Patients who believe they have been injured as a result of medical care are encouraged to apply for compensation using forms available in all clinics and hospitals. Doctors and other health care personnel are actively involved in approximately 60 to 80% of claims, alerting patients to the possibility that a medical injury has occurred, referring patients to social workers for assistance, and helping them to lodge claims—the sort of assistance U. S. doctors often provide workers’ compensation claimants.
Once a claim is made, the treating doctor prepares and files a written report about the injury. An adjuster makes an initial determination of eligibility and then forwards the case for final determination to one or more specialists who are retained by the system to help judge compensability. Approximately 40% of claims receive compensation. Patients who are dissatisfied with the outcome may pursue a two-step appeals process consisting of review of the determination by a claims panel followed by an arbitration procedure.
Successful claims are paid in a uniform manner using a fixed benefits schedule and include compensation for both economic and non-economic losses. But before patients are eligible for compensation, they must have spent at least 10 days in the hospital or used more than 30 sick days. This “disability threshold” eliminates the minor claims.
The Patient Insurance Compensation Fund, from which all claims are paid, has undergone reforms since it was created in 1975. One example is legislation enacted to rein in fund expenditures. The legislation replaces the scheme’s injury thresholds with thresholds linked to the level of damages awarded in compensable claims (those insured claims where a “deductible” applies). Another reform imposed an upper limit on damages (“cap”) of 200 times the base sum for each “loss events. ” The “base sum” is a unit amount that allows funds that are redistributed by Sweden’s various social insurance programs to be a adjusted annually for inflation and changing certain medical eligibility criteria narrowed categories of compensable injury. For example, wound infections had been compensated from the outset of the program. But, adjusters have become strict about the type of infections that are eligible, specifying that infections caused by a patient’s own bacteria do not meet avoidability criteria and will not be compensated. In effect, this removes “dirty” wound infections from consideration.

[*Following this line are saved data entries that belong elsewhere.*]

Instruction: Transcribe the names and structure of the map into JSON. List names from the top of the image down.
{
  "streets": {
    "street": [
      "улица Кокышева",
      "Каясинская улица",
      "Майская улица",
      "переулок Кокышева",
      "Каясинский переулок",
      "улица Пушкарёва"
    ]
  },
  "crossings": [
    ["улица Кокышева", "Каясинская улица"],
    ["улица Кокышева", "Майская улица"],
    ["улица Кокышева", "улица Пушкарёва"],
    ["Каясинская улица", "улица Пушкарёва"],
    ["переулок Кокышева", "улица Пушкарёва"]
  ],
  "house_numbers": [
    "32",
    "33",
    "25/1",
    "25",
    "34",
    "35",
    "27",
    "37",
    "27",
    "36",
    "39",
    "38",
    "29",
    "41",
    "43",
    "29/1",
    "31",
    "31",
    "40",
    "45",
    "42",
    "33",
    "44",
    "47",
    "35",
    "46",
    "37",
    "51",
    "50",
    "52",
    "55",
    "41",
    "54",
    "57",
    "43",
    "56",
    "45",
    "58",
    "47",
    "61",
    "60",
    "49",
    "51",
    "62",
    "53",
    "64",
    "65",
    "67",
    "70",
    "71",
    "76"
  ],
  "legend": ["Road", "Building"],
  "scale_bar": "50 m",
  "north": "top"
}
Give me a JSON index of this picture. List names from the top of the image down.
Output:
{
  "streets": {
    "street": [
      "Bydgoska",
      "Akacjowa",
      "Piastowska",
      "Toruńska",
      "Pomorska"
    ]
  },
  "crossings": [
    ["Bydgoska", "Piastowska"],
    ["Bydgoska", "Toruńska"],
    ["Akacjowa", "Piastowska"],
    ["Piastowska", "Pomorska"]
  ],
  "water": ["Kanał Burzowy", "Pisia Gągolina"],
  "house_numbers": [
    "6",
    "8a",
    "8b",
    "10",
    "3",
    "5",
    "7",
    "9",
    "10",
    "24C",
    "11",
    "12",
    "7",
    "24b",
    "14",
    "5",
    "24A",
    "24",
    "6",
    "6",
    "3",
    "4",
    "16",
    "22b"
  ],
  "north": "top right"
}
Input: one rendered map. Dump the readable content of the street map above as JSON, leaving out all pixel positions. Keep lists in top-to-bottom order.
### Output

Fund administrators explain that the overriding consideration in efforts to control costs through eligibility and benefit reductions is the need to recognize the interconnectedness of social insurance schemes in Sweden. Because medical injury compensation now plays a “fill-up” function in relation to compensation provided through other schemes, benefit reductions in these other schemes requires increased outlays from the Patient Insurance Compensation fund unless commensurate changes are introduced.